Kenyan Activist’s Phone Compromised Using Cellebrite Tool During Police Detention
Recent investigations by the Citizen Lab have unveiled that Kenyan authorities employed a forensic extraction tool developed by the Israeli firm Cellebrite to access the mobile device of Boniface Mwangi, a prominent pro-democracy activist in Kenya. This incident adds to a series of reported abuses involving such technologies targeting civil society members.
The Citizen Lab, an interdisciplinary research unit at the University of Toronto’s Munk School of Global Affairs & Public Policy, identified these indicators on Mwangi’s personal Samsung phone. Mwangi, who has declared his intention to run for president in 2027, was arrested in July 2025. During his detention, his phone was confiscated and returned nearly two months later, in September. Upon its return, Mwangi discovered that the device was no longer password-protected, allowing unrestricted access without any authentication.

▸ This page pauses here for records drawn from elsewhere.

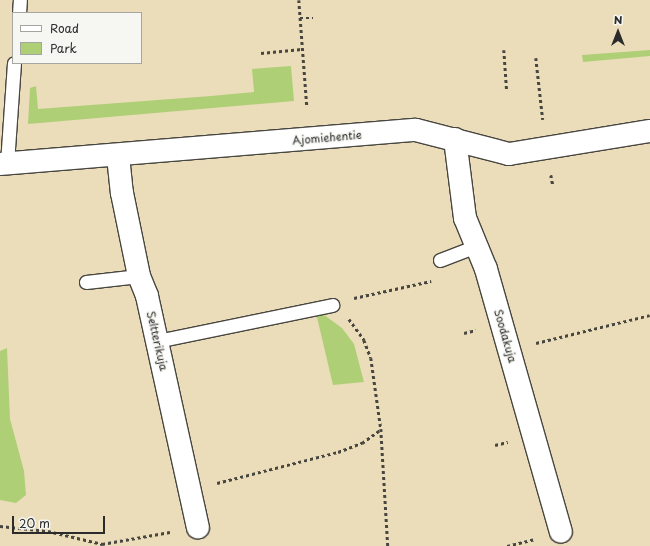 <!DOCTYPE html>
<html>
<head>
<meta charset="utf-8">
<style>
	body { margin:0 }
	#map { position:relative; width:650px; height:546px; overflow:hidden; background:#ebddba; font-family:"Playpen Sans",sans-serif }
	div>[style] { position:absolute }
	[style*='--x'] { left:calc(var(--x)*1px); top:calc(var(--y)*1px); width:calc(var(--w)*1px); rotate:calc(var(--a)*1deg) }
	.green>* { inset:0; background:#afcf77 }
	.path>* { height:2.5px; margin-top:-1.25px; transform-origin:0; background:repeating-linear-gradient(90deg,#484640 0 3px,transparent 0 6px) }
	.roads { filter:drop-shadow(1px 0 #484640) drop-shadow(-1px 0 #484640) drop-shadow(0 1px #484640) drop-shadow(0 -1px #484640) }
	.lane>* { height:13px; margin:-6.5px; padding:0 6.5px; transform-origin:6.5px; border-radius:6.5px; background:#fff }
	.street>* { height:22px; margin:-11px; padding:0 11px; transform-origin:11px; border-radius:11px; background:#fff }
	span { translate:-50% -50%; white-space:nowrap; text-align:center; line-height:1.15; -webkit-text-stroke:3px #f6f6f2; paint-order:stroke }
	.street-label { font-size:11px; color:#2b2b2b }
	.legend { position:absolute; left:12px; top:12px; width:130px; height:52px; box-sizing:border-box; background:#f6f6f2; border:1px solid #a5a5a2; margin:0; padding:5px 7px; list-style:none; font-size:12px; color:#2b2b2b }
	.legend li { display:flex; align-items:center; gap:8px; height:20px }
	.legend b { width:20px; border:1px solid #a5a5a2 }
	.north { position:absolute; left:598px; top:12px; width:40px; height:40px; -webkit-text-stroke:3px #f6f6f2; paint-order:stroke; rotate:0deg; font-size:11px; font-weight:700; line-height:16px; text-align:center; color:#2b2b2b }
	.north::after { content:''; display:block; margin:auto; width:14px; height:18px; background:#2b2b2b; clip-path:polygon(50% 0,100% 100%,50% 72%,0 100%) }
	.scale { position:absolute; left:12px; top:516px; width:93px; height:18px; box-sizing:border-box; border:2px solid #2b2b2b; border-top:0; padding-left:5px; font-size:12px; line-height:14px; white-space:nowrap; color:#2b2b2b; -webkit-text-stroke:3px #f6f6f2; paint-order:stroke }
</style>
</head>
<body>
<div id="map">
	<div class="green">
		<i style="clip-path:polygon(650px 50px,650px 56px,583px 62px,582px 55px)"></i>
		<i style="clip-path:polygon(291px 66px,294px 101px,28px 124px,30px 88px,36px 86px,38px 109px,211px 96px,254px 92px,252px 69px)"></i>
		<i style="clip-path:polygon(320px 312px,342px 328px,354px 344px,364px 382px,333px 385px,316px 313px)"></i>
		<i style="clip-path:polygon(7px 348px,10px 419px,24px 471px,26px 495px,16px 503px,0 500px,0 351px)"></i>
	</div>
	<div class="path">
		<i style="--x:299;--y:0;--w:107;--a:85.7"></i>
		<i style="--x:300;--y:18;--w:13;--a:0"></i>
		<i style="--x:504;--y:50;--w:39;--a:86"></i>
		<i style="--x:261;--y:53;--w:41;--a:-5.6"></i>
		<i style="--x:536;--y:58;--w:62;--a:83.6"></i>
		<i style="--x:551;--y:175;--w:10;--a:79"></i>
		<i style="--x:354;--y:298;--w:79;--a:-12.4"></i>
		<i style="--x:349;--y:319;--w:26;--a:54"></i>
		<i style="--x:364;--y:340;--w:19;--a:69"></i>
		<i style="--x:371;--y:358;--w:72;--a:82"></i>
		<i style="--x:381;--y:429;--w:117;--a:86.6"></i>
		<i style="--x:464;--y:333;--w:12;--a:-14"></i>
		<i style="--x:536;--y:343;--w:117;--a:-13.8"></i>
		<i style="--x:495;--y:445;--w:13;--a:-13"></i>
		<i style="--x:217;--y:483;--w:125;--a:-14.4"></i>
		<i style="--x:338;--y:452;--w:26;--a:-21"></i>
		<i style="--x:362;--y:443;--w:24;--a:-36"></i>
		<i style="--x:0;--y:526;--w:48;--a:5.9"></i>
		<i style="--x:48;--y:531;--w:56;--a:13.5"></i>
		<i style="--x:102;--y:544;--w:69;--a:-10"></i>
		<i style="--x:507;--y:546;--w:29;--a:-14"></i>
	</div>
	<div class="roads">
		<div class="lane">
			<i style="--x:19;--y:13;--w:13;--a:-86"></i>
			<i style="--x:7;--y:163;--w:100;--a:-86"></i>
			<i style="--x:440;--y:260;--w:39;--a:-21"></i>
			<i style="--x:86;--y:282;--w:53;--a:-6.5"></i>
			<i style="--x:157;--y:341;--w:179;--a:-11.6"></i>
		</div>
		<div class="street">
			<i style="--x:455;--y:139;--w:80;--a:82.8"></i>
			<i style="--x:465;--y:218;--w:55;--a:67.6"></i>
			<i style="--x:486;--y:269;--w:273;--a:74.1"></i>
			<i style="--x:118;--y:156;--w:37;--a:84"></i>
			<i style="--x:122;--y:193;--w:85;--a:78.4"></i>
			<i style="--x:139;--y:276;--w:22;--a:68"></i>
			<i style="--x:147;--y:296;--w:237;--a:77.6"></i>
			<i style="--x:0;--y:164;--w:417;--a:-4.7"></i>
			<i style="--x:416;--y:130;--w:96;--a:14.5"></i>
			<i style="--x:509;--y:154;--w:143;--a:-9.3"></i>
		</div>
	</div>
	<div class="street-label">
		<span style="left:327px;top:138px;rotate:-5deg">Ajomiehentie</span>
		<span style="left:505px;top:336px;rotate:74deg">Soodakuja</span>
		<span style="left:157px;top:341px;rotate:77deg">Seltterikuja</span>
	</div>
	<ul class="legend">
	<li><b style="height:5px;background:#fff"></b>Road</li>
	<li><b style="height:11px;background:#afcf77"></b>Park</li>
	</ul>
	<div class="north">N</div>
	<div class="scale">20 m</div>
</div>
</body>
</html>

Analyses suggest with high confidence that Cellebrite’s technology was utilized on Mwangi’s phone around July 20 and July 21, 2025. The use of this tool could have facilitated the extraction of all data from the device, encompassing messages, personal files, financial details, passwords, and other sensitive information.
This revelation follows a prior report by the Citizen Lab, which indicated that Jordanian officials likely used Cellebrite tools to extract information from the mobile phones of activists and human rights defenders. These individuals had been critical of Israel and expressed support for Palestinians in Gaza. The devices were seized during detentions, arrests, and interrogations between late 2023 and mid-2025 and were subsequently returned to their owners.

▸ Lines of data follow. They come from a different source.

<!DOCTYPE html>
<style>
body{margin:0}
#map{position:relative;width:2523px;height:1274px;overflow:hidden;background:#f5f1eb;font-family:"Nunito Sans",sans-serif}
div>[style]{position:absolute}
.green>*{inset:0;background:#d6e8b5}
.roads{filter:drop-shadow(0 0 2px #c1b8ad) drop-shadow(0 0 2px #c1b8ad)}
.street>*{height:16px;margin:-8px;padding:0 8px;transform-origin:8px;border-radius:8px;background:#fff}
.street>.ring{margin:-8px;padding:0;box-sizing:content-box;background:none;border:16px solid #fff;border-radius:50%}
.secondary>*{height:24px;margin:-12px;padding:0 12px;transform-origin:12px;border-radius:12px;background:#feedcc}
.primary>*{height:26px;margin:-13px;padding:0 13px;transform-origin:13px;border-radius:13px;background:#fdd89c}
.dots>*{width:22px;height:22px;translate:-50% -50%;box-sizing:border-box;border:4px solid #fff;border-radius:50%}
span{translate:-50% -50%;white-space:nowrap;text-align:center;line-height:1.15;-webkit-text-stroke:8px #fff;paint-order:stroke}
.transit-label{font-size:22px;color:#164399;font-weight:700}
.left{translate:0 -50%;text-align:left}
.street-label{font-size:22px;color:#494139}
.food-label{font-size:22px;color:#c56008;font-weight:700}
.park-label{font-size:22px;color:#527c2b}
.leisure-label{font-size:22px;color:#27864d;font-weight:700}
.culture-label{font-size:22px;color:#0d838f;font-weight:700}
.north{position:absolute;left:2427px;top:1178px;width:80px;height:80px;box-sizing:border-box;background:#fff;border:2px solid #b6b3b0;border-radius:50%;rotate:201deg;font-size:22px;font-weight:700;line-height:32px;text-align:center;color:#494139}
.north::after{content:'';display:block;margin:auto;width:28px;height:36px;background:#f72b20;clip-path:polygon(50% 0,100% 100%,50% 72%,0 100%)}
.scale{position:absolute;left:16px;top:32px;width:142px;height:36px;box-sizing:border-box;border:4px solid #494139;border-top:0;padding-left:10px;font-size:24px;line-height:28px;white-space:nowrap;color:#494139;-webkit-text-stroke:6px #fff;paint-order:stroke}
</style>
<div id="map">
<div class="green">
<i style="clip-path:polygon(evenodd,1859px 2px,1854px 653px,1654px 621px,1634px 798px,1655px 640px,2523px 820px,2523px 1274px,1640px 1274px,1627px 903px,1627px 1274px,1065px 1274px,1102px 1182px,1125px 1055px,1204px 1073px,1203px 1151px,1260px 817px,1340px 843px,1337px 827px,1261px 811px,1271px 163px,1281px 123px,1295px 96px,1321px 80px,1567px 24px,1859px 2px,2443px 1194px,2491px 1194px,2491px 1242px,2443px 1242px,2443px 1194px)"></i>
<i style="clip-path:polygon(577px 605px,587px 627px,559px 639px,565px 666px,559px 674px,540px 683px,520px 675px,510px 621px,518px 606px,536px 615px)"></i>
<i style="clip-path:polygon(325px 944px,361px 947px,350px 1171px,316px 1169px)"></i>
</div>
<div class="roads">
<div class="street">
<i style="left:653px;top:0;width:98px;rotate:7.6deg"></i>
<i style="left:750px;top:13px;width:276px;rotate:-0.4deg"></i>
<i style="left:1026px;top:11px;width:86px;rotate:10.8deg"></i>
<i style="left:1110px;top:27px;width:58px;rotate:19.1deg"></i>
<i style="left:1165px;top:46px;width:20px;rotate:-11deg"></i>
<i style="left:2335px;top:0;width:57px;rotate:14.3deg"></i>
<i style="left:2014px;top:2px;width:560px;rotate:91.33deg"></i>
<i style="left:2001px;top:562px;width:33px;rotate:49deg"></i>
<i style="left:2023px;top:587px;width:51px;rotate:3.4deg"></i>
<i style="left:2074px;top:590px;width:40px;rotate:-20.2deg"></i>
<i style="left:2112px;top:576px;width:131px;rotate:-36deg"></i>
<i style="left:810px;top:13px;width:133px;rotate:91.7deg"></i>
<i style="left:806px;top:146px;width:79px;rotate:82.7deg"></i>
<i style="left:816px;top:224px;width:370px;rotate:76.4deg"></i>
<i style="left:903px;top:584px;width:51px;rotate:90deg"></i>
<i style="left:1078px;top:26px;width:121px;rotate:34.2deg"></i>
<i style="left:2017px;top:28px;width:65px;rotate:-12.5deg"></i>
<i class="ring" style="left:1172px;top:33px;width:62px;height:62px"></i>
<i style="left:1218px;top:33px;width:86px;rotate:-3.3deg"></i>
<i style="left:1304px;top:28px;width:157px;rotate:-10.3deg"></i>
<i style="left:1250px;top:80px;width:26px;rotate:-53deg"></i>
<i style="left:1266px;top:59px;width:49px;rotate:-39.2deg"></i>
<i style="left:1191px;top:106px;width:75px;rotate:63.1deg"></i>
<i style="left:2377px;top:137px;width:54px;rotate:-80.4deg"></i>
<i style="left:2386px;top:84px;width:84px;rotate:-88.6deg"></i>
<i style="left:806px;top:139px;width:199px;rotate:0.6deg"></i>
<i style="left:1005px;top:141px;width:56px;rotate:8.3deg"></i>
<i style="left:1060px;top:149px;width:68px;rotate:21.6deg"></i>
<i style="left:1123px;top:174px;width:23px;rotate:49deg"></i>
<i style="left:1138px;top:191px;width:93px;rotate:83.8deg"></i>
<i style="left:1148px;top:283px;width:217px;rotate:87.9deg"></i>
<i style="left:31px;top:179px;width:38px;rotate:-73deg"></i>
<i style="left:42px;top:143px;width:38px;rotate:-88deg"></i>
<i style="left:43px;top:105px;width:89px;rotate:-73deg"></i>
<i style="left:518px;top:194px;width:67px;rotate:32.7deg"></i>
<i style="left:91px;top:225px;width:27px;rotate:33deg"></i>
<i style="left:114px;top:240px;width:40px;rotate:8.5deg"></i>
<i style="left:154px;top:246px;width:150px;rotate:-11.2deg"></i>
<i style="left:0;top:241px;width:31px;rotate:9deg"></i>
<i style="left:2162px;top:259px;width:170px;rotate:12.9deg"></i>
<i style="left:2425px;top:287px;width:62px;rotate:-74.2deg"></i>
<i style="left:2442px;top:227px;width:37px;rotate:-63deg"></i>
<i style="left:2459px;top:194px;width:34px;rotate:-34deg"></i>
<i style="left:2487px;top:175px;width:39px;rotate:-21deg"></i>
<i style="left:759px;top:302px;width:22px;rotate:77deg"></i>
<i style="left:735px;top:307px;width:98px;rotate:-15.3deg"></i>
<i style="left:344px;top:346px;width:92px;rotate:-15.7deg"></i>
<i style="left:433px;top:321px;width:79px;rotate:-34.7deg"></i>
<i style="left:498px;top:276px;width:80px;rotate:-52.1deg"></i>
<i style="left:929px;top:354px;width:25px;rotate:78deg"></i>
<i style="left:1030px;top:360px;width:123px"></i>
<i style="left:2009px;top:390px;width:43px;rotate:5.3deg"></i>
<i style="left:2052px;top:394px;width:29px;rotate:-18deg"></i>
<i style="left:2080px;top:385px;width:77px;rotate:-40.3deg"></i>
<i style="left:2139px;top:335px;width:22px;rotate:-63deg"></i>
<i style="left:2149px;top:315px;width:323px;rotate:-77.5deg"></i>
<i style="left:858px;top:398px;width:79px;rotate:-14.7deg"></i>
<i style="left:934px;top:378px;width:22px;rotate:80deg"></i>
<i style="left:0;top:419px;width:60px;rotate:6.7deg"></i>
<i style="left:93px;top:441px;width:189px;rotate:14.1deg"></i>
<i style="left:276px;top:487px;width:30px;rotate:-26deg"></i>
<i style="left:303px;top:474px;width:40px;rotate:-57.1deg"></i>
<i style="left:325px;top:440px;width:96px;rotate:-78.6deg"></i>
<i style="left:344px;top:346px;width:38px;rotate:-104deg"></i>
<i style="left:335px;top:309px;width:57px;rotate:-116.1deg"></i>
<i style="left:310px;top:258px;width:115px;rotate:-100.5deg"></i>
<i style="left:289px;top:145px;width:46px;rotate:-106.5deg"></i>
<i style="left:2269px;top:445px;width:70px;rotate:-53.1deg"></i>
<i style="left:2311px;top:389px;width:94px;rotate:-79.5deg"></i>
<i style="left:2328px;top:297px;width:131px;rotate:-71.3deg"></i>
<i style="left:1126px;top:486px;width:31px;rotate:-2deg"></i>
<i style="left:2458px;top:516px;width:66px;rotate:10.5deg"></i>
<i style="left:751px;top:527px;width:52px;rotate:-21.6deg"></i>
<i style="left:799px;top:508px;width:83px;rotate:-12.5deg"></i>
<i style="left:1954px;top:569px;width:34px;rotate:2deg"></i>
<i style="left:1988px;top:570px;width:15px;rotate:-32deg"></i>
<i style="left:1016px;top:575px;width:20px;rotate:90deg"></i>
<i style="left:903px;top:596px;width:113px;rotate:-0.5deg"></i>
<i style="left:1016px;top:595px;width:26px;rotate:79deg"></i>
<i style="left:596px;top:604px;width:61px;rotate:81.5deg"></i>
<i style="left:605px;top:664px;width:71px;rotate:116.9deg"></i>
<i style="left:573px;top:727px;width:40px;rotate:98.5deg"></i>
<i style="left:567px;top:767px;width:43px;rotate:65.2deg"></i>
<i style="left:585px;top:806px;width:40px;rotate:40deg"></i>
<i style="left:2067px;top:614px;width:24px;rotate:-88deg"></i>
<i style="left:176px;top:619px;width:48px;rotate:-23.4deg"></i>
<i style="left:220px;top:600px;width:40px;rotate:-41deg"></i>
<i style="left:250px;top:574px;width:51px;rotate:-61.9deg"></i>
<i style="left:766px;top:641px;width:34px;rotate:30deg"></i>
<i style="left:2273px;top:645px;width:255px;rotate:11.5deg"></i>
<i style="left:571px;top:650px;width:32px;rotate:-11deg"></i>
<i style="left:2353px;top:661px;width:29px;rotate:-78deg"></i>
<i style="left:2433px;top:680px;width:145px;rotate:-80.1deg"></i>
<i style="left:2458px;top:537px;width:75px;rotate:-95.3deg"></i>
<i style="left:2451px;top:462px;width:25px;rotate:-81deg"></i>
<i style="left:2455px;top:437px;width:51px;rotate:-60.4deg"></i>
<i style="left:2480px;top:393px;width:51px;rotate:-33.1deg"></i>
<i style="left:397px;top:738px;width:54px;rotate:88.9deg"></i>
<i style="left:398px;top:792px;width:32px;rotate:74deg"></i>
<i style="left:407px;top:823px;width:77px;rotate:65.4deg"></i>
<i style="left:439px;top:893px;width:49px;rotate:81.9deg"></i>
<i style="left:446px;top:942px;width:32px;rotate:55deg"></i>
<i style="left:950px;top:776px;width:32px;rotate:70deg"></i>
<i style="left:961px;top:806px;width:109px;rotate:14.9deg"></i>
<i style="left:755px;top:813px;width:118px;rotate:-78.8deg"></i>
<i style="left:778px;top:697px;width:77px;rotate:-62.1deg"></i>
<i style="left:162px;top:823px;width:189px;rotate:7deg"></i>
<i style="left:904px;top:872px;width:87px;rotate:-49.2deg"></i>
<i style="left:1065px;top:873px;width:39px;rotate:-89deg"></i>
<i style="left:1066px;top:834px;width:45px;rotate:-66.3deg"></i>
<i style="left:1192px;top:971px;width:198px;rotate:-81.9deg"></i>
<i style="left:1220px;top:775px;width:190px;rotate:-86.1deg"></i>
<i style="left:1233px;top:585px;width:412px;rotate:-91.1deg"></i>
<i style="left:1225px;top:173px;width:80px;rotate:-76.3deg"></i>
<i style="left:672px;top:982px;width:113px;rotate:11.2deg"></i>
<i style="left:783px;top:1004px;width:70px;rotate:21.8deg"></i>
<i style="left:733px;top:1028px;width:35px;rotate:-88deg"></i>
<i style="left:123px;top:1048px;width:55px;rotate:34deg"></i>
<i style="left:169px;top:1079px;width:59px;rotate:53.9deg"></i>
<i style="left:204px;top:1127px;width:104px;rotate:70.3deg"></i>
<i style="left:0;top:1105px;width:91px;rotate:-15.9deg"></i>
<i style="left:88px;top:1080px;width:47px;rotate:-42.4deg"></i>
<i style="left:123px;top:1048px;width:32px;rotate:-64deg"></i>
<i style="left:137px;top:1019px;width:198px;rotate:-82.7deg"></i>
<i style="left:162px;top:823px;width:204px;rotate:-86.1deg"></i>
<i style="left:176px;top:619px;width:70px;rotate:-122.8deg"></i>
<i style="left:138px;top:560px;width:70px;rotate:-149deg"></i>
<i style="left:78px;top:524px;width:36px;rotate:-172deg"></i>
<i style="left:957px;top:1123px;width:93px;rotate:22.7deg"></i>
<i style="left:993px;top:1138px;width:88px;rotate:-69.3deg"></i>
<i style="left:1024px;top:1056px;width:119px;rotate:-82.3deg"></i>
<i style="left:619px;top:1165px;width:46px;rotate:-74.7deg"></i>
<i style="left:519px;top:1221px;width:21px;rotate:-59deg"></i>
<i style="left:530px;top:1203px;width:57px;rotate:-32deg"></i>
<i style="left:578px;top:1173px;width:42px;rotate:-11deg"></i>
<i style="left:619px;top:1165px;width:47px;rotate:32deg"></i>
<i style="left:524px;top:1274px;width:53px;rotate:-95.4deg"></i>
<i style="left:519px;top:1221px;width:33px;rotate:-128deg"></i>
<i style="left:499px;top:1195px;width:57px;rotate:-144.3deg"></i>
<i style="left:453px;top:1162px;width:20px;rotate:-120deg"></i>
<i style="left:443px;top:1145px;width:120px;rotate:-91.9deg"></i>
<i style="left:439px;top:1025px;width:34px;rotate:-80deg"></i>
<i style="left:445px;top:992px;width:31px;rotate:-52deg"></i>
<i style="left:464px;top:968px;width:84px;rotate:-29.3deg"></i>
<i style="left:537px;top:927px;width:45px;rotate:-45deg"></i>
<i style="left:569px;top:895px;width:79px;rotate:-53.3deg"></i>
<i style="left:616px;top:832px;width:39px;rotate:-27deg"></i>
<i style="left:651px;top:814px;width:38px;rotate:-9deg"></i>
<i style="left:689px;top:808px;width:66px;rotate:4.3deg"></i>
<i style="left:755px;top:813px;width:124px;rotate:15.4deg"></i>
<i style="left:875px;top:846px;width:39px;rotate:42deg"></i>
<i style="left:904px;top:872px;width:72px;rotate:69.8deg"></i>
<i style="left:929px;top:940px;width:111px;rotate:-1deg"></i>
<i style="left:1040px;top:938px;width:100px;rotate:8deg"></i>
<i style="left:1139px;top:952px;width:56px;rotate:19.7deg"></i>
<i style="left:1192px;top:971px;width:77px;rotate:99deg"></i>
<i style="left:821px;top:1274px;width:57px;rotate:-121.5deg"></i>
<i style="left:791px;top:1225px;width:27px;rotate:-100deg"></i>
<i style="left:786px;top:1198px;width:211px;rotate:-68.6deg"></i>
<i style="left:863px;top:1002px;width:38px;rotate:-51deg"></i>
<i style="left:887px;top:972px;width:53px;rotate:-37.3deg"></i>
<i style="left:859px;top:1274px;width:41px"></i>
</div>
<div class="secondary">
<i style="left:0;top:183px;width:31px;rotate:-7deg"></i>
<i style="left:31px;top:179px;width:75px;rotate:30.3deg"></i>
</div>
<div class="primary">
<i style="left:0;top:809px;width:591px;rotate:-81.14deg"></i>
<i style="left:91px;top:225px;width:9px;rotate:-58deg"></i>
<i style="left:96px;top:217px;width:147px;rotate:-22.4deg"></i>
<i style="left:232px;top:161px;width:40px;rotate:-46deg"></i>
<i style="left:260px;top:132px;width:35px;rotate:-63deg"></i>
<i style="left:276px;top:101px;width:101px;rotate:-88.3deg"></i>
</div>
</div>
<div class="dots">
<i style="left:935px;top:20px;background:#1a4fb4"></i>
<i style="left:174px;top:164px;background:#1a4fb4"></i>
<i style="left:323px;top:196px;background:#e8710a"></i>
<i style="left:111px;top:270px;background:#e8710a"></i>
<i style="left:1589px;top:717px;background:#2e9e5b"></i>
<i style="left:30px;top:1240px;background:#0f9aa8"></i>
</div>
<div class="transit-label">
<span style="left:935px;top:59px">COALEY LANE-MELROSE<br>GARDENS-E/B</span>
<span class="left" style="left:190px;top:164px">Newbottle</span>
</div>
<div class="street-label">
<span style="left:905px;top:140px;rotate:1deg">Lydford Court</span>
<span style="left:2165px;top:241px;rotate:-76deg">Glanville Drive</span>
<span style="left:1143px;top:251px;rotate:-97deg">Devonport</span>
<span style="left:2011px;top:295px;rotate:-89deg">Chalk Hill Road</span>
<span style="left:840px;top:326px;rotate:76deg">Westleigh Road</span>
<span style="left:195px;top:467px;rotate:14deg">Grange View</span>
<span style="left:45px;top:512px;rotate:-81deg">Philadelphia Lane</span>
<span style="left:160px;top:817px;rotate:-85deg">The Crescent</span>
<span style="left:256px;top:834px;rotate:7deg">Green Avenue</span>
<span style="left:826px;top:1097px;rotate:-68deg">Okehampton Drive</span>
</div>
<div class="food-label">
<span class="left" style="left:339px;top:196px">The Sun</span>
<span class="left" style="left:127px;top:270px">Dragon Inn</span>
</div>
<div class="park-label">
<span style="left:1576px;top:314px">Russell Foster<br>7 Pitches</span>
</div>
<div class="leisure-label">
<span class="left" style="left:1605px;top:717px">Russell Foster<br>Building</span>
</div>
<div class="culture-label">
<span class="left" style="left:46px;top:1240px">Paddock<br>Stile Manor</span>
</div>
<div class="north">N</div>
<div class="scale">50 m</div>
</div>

In response to these findings, a spokesperson for Cellebrite stated that the company’s technology is designed to access private data only in accordance with legal due process or with appropriate consent to aid investigations legally after an event has occurred.
These cases contribute to a growing body of evidence highlighting the misuse of Cellebrite technology by governmental clients. They also underscore a broader pattern of surveillance abuses by various governments worldwide, employing tools like Pegasus and Predator spyware to conduct highly targeted surveillance operations.
Predator Spyware Targets Angolan Journalist
In a related development, Amnesty International reported that Teixeira Cândido, an Angolan journalist and advocate for press freedom, was targeted by Intellexa’s Predator spyware in May 2024. The infection occurred after Cândido opened a malicious link received via WhatsApp. At the time, his iPhone was operating on iOS 16.2, a version with known security vulnerabilities. The specific exploit used to facilitate the infection remains unidentified. Reports from Recorded Future have observed suspected Predator operations in Angola dating back to 2024.
This marks the first confirmed forensic case of Predator spyware being used against civil society in Angola. Once installed, the spyware granted attackers unrestricted access to Cândido’s iPhone, posing significant risks to his personal and professional communications.
Global Implications and Concerns
The misuse of advanced surveillance tools like Cellebrite’s forensic extraction devices and Predator spyware raises significant concerns about privacy violations and the suppression of dissent. While such technologies are often marketed for legitimate law enforcement purposes, their deployment against activists, journalists, and human rights defenders indicates a troubling trend of governmental overreach and the erosion of civil liberties.
The international community has called for stricter regulations and oversight concerning the sale and use of surveillance technologies. There is an urgent need for transparency and accountability to prevent the exploitation of these tools for political repression and to ensure they are used in compliance with human rights standards.
Conclusion
The cases involving Boniface Mwangi in Kenya and Teixeira Cândido in Angola highlight the pressing need for global attention to the misuse of surveillance technologies. As governments continue to acquire and deploy advanced tools capable of infringing on individual privacy and freedom, it becomes imperative to establish robust frameworks that protect civil society from unwarranted surveillance and uphold the principles of democracy and human rights.